今回の記事では、このイギリスのフリースクールについて感じたことを書いてみたいと思います。

個性的な学校になりやすいフリースクール

フリースクールとして認定されている小学校や中学校は、国からの出資はうけるものの、国の定めたカリキュラムに従う必要がなく、一般の学校と比べて個性的な学校になりやすいといった傾向があります。

例えば、芸術、科学など特定の科目に注力させたり、宗教色を前面にだしたフリースクールもあります。

フリースクールの拡充はキャメロン政権の教育政策の目玉のひとつなんですが、イギリスでは既に400校あまりのフリースクールに認可が降りていて、そのうち約250校が開講しています。

今後、さらに500校のフリースクールができると、公立校のうち30校に1校はフリースクールになる計算です。

フリースクール賛成派と反対派

多くの政策がそうであるように、フリースクール制度にも賛成派と反対派がいます。

フリースクール賛成派は、およそ70%のフリースクールが第3者機関から高い評価(GoodかOutstanding)を受けていることや、こういった新しいスタイルの学校の誕生により既存の学校の質も向上し、国の子供全体に良い影響があると主張しています。

キャメロン首相自身も本制度について、近年のイギリスでもっとも成功している学校施策と述べています。

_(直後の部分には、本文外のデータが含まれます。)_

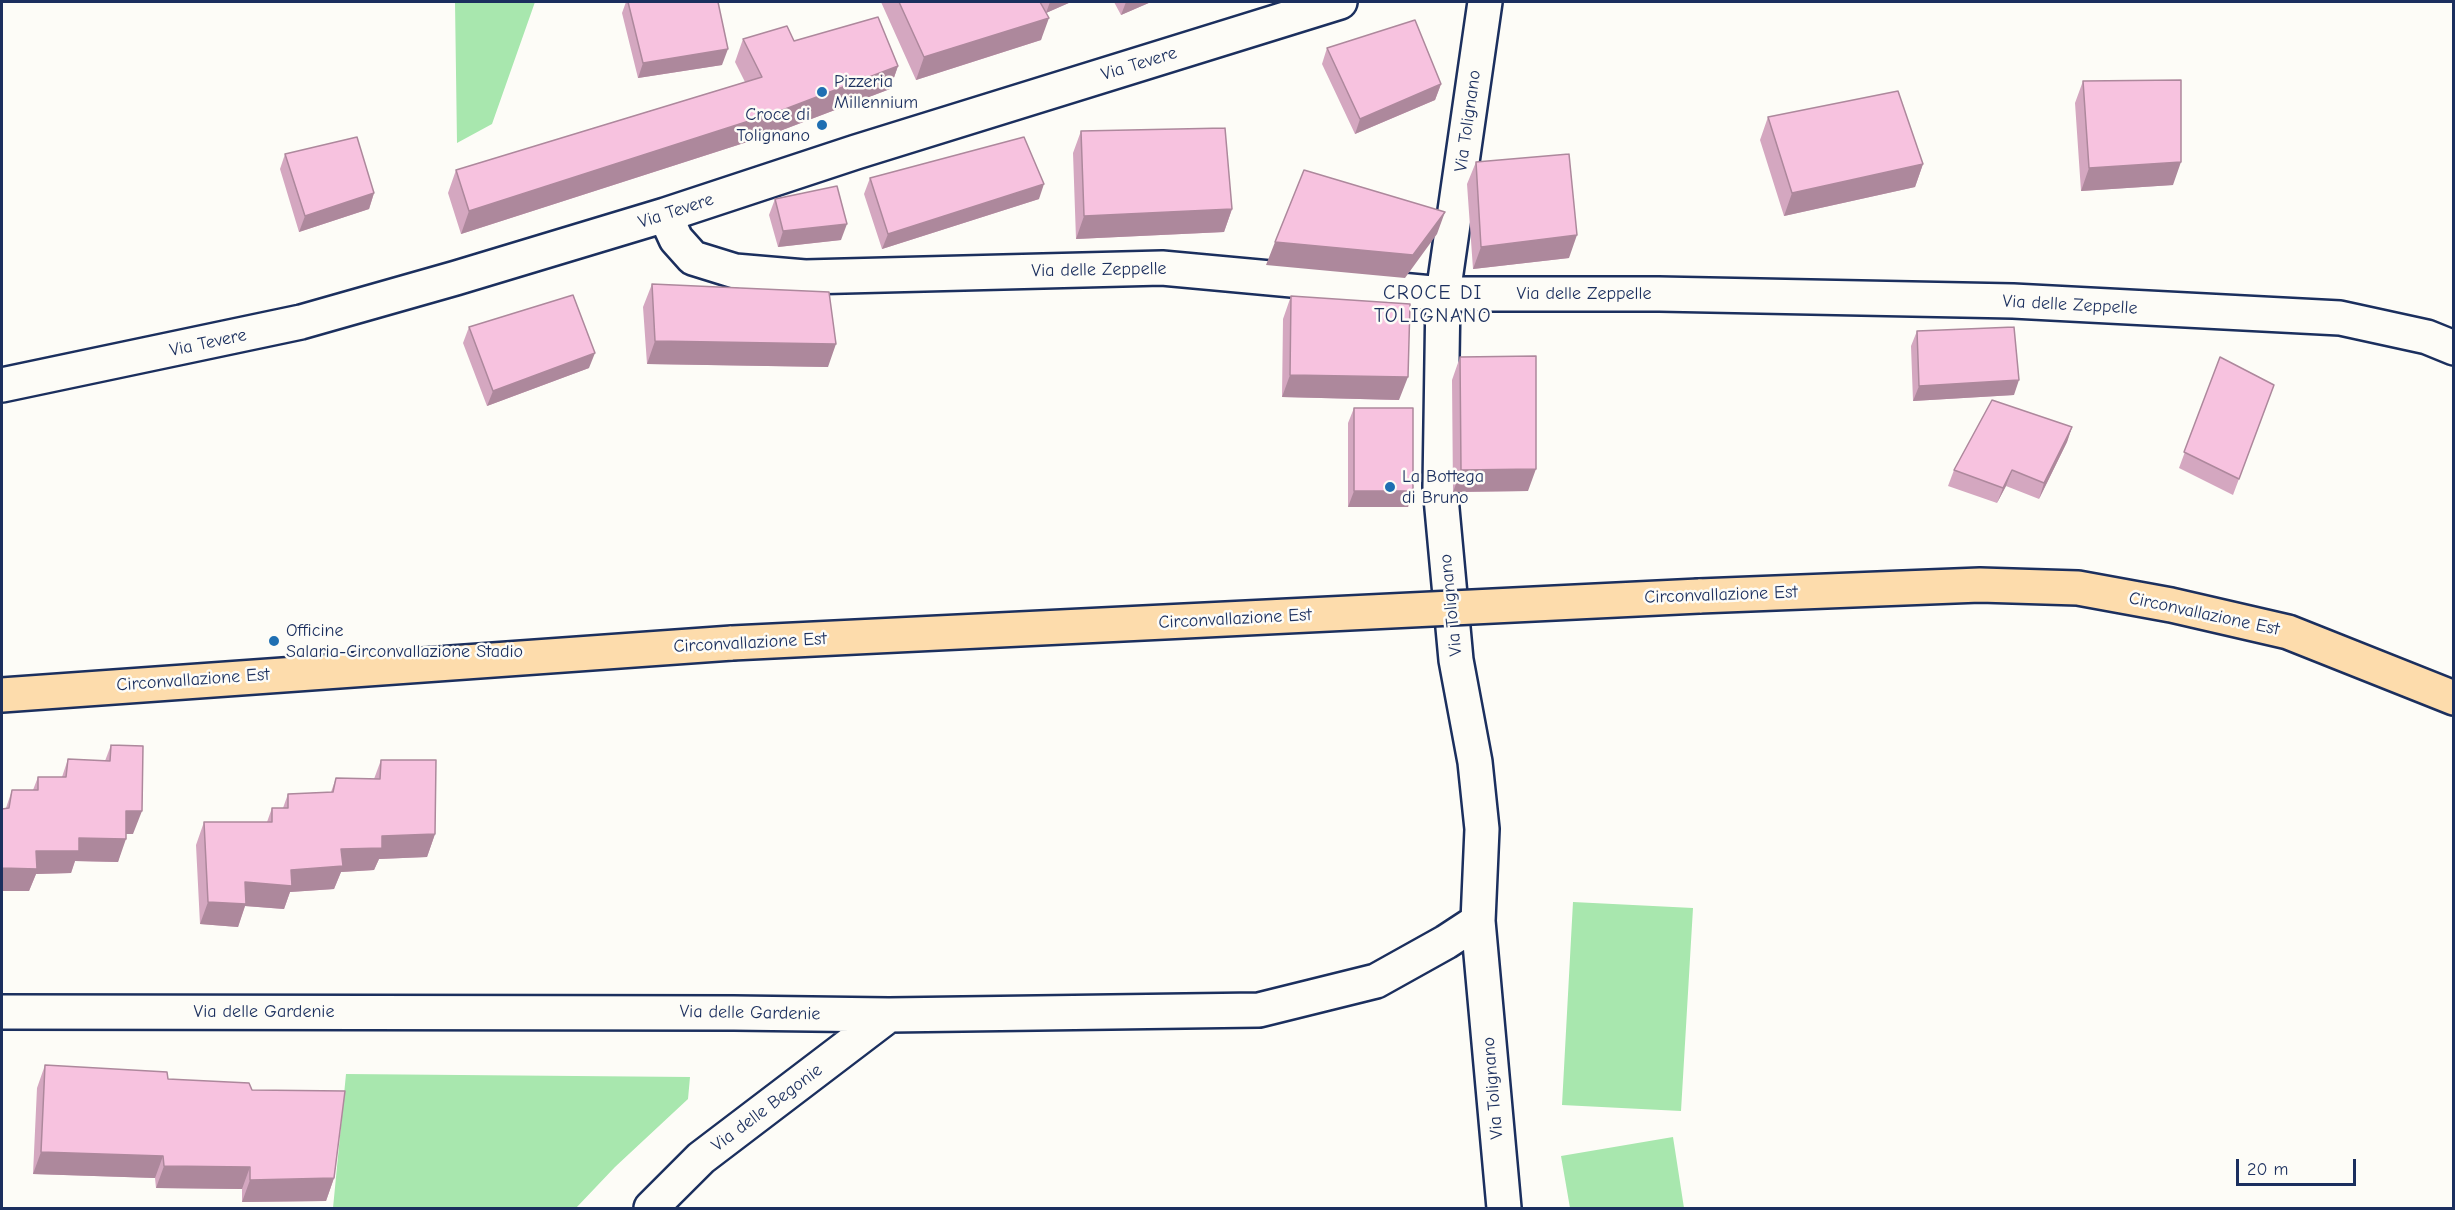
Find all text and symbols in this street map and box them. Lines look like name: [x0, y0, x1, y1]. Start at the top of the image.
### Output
street label: Via Tevere: [1099, 42, 1179, 86]
street label: Via Tolignano: [1450, 69, 1486, 173]
place label: Pizzeria Millennium: [834, 71, 918, 113]
marker: Pizzeria Millennium: [815, 85, 829, 99]
place label: Croce di Tolignano: [736, 104, 810, 146]
marker: Croce di Tolignano: [815, 118, 829, 132]
street label: Via Tevere: [636, 189, 716, 233]
street label: Via delle Zeppelle: [1031, 258, 1167, 282]
district label: CROCE DI TOLIGNANO: [1374, 281, 1492, 328]
street label: Via delle Zeppelle: [1516, 283, 1652, 305]
street label: Via delle Zeppelle: [2002, 291, 2138, 319]
street label: Via Tevere: [168, 324, 248, 362]
place label: La Bottega di Bruno: [1402, 466, 1484, 508]
marker: La Bottega di Bruno: [1383, 480, 1397, 494]
street label: Via Tolignano: [1435, 553, 1467, 657]
street label: Circonvallazione Est: [1644, 582, 1798, 608]
street label: Circonvallazione Est: [2127, 587, 2281, 641]
street label: Circonvallazione Est: [1158, 604, 1312, 634]
place label: Officine Salaria-Circonvallazione Stadio: [286, 620, 523, 662]
street label: Circonvallazione Est: [673, 628, 827, 658]
marker: Officine Salaria-Circonvallazione Stadio: [267, 634, 281, 648]
street label: Circonvallazione Est: [116, 664, 270, 696]
street label: Via delle Gardenie: [194, 1001, 334, 1023]
street label: Via delle Gardenie: [679, 1001, 821, 1025]
street label: Via Tolignano: [1478, 1036, 1508, 1140]
street label: Via delle Begonie: [707, 1059, 827, 1157]
scale bar: [2239, 1147, 2359, 1185]
text: 20 m: [2247, 1159, 2288, 1180]

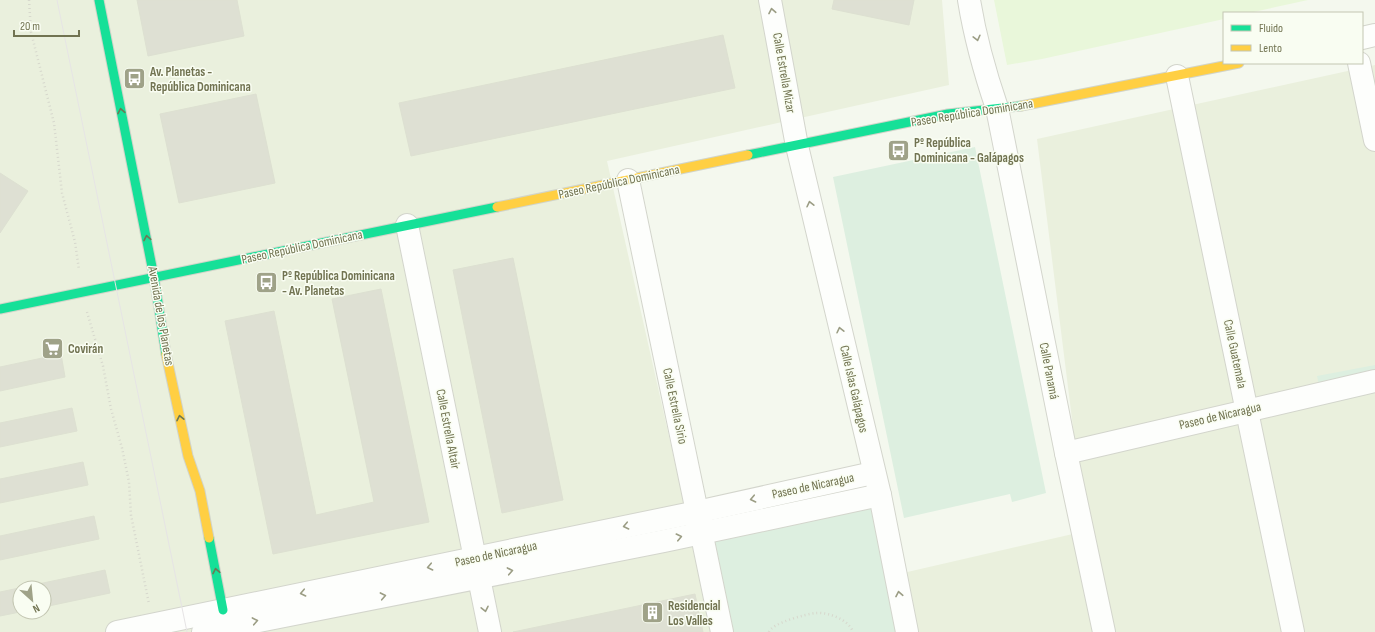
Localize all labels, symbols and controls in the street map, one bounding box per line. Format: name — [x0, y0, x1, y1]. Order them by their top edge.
one-way arrow — [769, 8, 777, 14]
scale bar — [14, 12, 79, 38]
legend — [1223, 12, 1363, 64]
text: 20 m — [20, 19, 40, 34]
text: Fluido — [1259, 21, 1283, 36]
street label: Calle Estrella Mizar — [769, 32, 799, 115]
one-way arrow — [972, 35, 980, 41]
text: Lento — [1259, 41, 1282, 56]
place label: Av. Planetas - República Dominicana — [149, 64, 251, 95]
bus stop icon: Av. Planetas - República Dominicana — [121, 66, 147, 92]
street label: Paseo República Dominicana — [910, 95, 1034, 131]
one-way arrow — [118, 108, 126, 114]
place label: Pº República Dominicana - Galápagos — [914, 135, 1024, 166]
bus stop icon: Pº República Dominicana - Galápagos — [885, 137, 911, 163]
street label: Paseo República Dominicana — [557, 161, 681, 203]
one-way arrow — [807, 201, 815, 207]
street label: Paseo República Dominicana — [240, 226, 364, 268]
one-way arrow — [143, 235, 151, 242]
street label: Avenida de los Planetas — [144, 264, 178, 367]
place label: Pº República Dominicana - Av. Planetas — [282, 268, 395, 299]
bus stop icon: Pº República Dominicana - Av. Planetas — [253, 270, 279, 296]
street label: Calle Guatemala — [1220, 318, 1250, 390]
one-way arrow — [837, 327, 845, 334]
supermarket icon: Covirán — [40, 336, 66, 362]
place label: Covirán — [68, 341, 103, 357]
street label: Calle Panamá — [1036, 341, 1062, 401]
street label: Calle Islas Galápagos — [836, 344, 872, 435]
street label: Calle Estrella Sirio — [659, 366, 691, 446]
street label: Calle Estrella Altair — [432, 388, 464, 471]
street label: Paseo de Nicaragua — [1177, 399, 1263, 433]
one-way arrow — [177, 415, 185, 421]
street label: Paseo de Nicaragua — [770, 469, 856, 503]
one-way arrow — [750, 495, 756, 503]
one-way arrow — [623, 522, 629, 530]
one-way arrow — [676, 534, 682, 542]
street label: Paseo de Nicaragua — [453, 537, 539, 571]
one-way arrow — [427, 562, 433, 571]
one-way arrow — [507, 567, 513, 575]
one-way arrow — [212, 568, 220, 574]
north arrow — [12, 580, 52, 620]
one-way arrow — [300, 589, 306, 597]
one-way arrow — [896, 591, 904, 597]
one-way arrow — [380, 592, 386, 601]
place label: Residencial Los Valles — [668, 598, 721, 629]
building icon: Residencial Los Valles — [639, 600, 665, 626]
text: N — [31, 601, 42, 616]
one-way arrow — [480, 606, 489, 612]
one-way arrow — [252, 618, 258, 626]

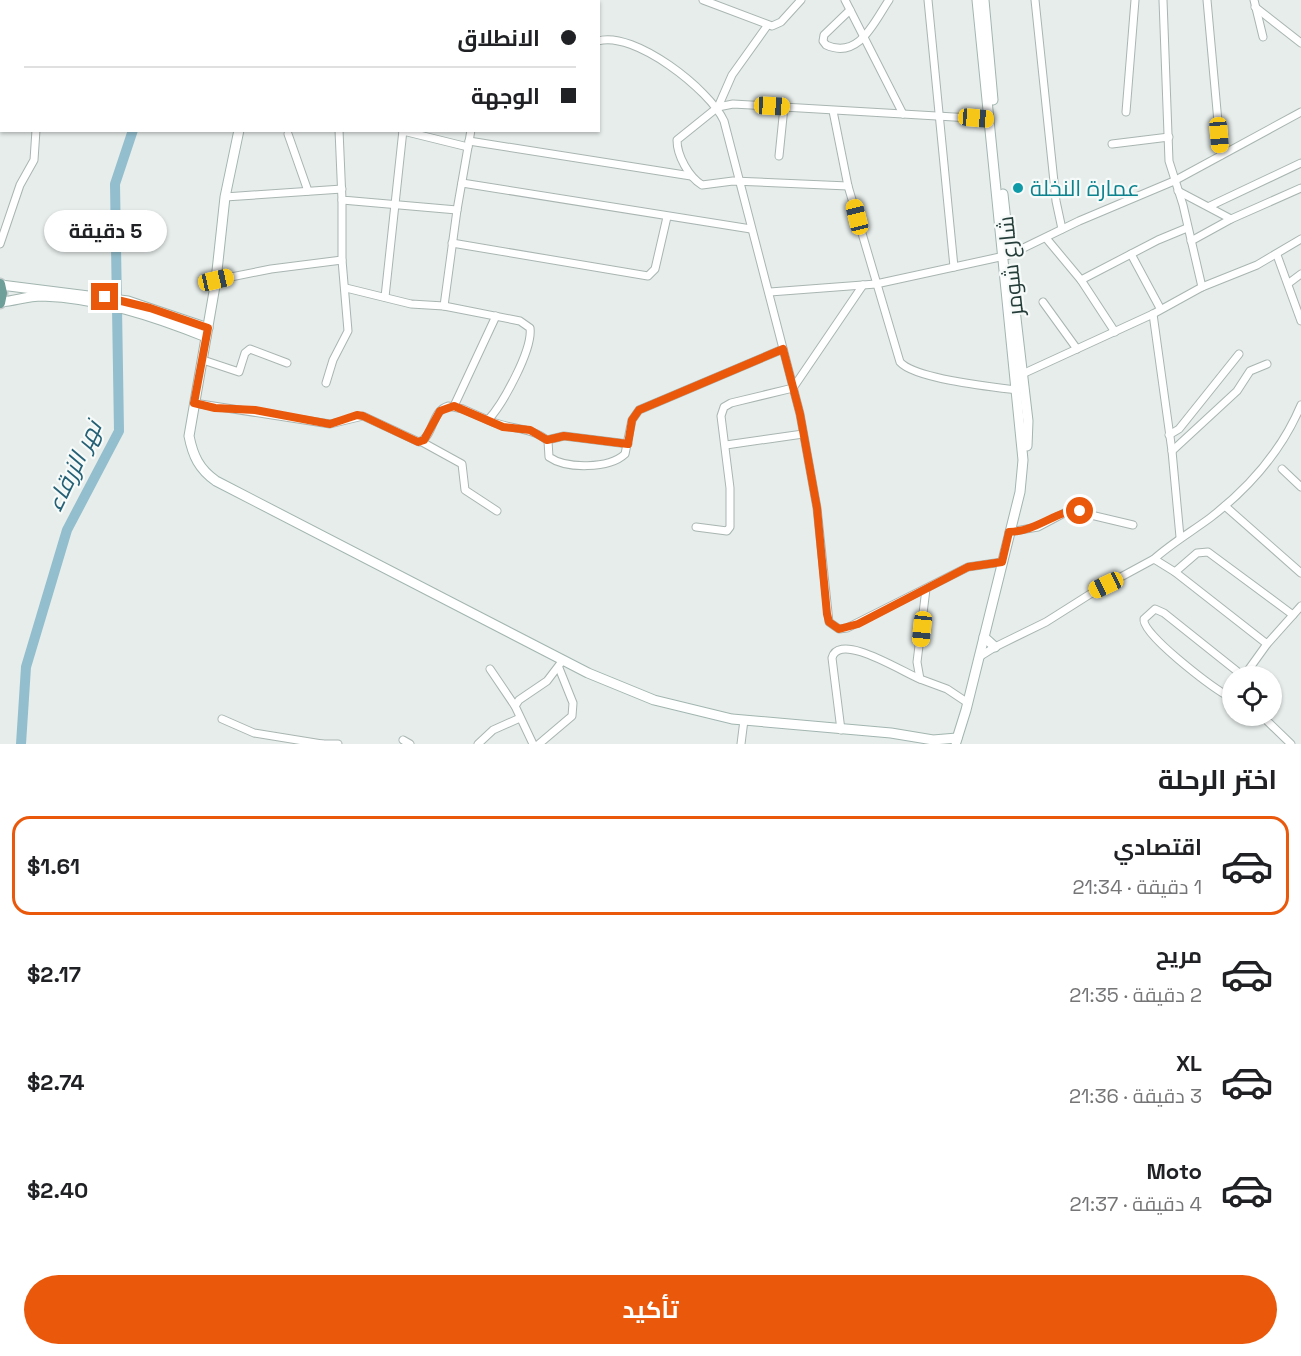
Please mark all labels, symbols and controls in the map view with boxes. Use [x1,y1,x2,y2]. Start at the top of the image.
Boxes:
text: الانطلاق [457,24,540,52]
text: الوجهة [471,82,540,110]
car [754,96,790,116]
car [957,107,995,129]
car [1208,116,1230,154]
place label: عمارة النخلة [1030,174,1140,202]
marker: عمارة النخلة [1011,181,1025,195]
car [844,197,870,237]
callout: 5 دقيقة [44,210,166,252]
street label: شارع شومر [991,215,1030,319]
text: 5 دقيقة [69,218,142,244]
car [196,267,236,293]
route end [91,283,118,310]
water label: نهر الزرقاء [38,413,110,516]
route start [1066,497,1093,524]
car [1086,569,1126,601]
car [911,610,933,648]
map controls [1222,666,1282,726]
button: locate [1222,666,1282,726]
text: اختر الرحلة [1158,762,1277,797]
text: اقتصادي [1113,833,1202,861]
icon: car [1220,839,1274,893]
text: $1.61 [27,852,80,880]
text: 1 دقيقة · 21:34 [1072,874,1202,900]
text: مريح [1156,941,1202,969]
icon: car [1220,947,1274,1001]
text: $2.17 [27,960,81,988]
text: 2 دقيقة · 21:35 [1069,982,1202,1008]
text: XL [1176,1049,1202,1077]
icon: car [1220,1055,1274,1109]
text: $2.74 [27,1068,84,1096]
text: 3 دقيقة · 21:36 [1069,1083,1202,1109]
text: Moto [1146,1157,1202,1185]
icon: car [1220,1163,1274,1217]
text: $2.40 [27,1176,88,1204]
text: 4 دقيقة · 21:37 [1069,1191,1202,1217]
button: تأكيد [24,1275,1277,1344]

一方、反対派の代表である労働党ハント影の教育相は、キャメロン政権は本来小学校が必要とされている地域ではなく、すでに十分な小学校がある地域に大金を費やしていると、本制度を非難しています。

労働党はフリースクール構想そのものを廃止することを公約として掲げています。

また、一部からは、フリースクールが熱意ある教師や保護者ではなく、営利目的の私営企業によって運営されていることを問題視する声もあります。

多様性を大事にするイギリス

イギリスは、例えば日本と比べると、非常に多くの国から移民や学生を受け入れています。

古い伝統を大事にする共に多様性をとても尊重している国です。そして、フリースクールのように多様性を尊重する制度が、イギリスの力の源泉の一つになっているんだろうと思います。

各フリースクールに目を向けると、子供たちは近い考えやバックグラウンドを持つ家庭の児童ばかりと接することになるので、かえって多様な価値観接する機会が少なくなる可能性があるってのがちょっと難しい所ですが……。

非常に大きな議論をよんでいるフリースクールですが、イギリス国内でこの制度ができてまだ数年しかたっていないこともあり、その是非を判断するにはもう少し時間が必要です。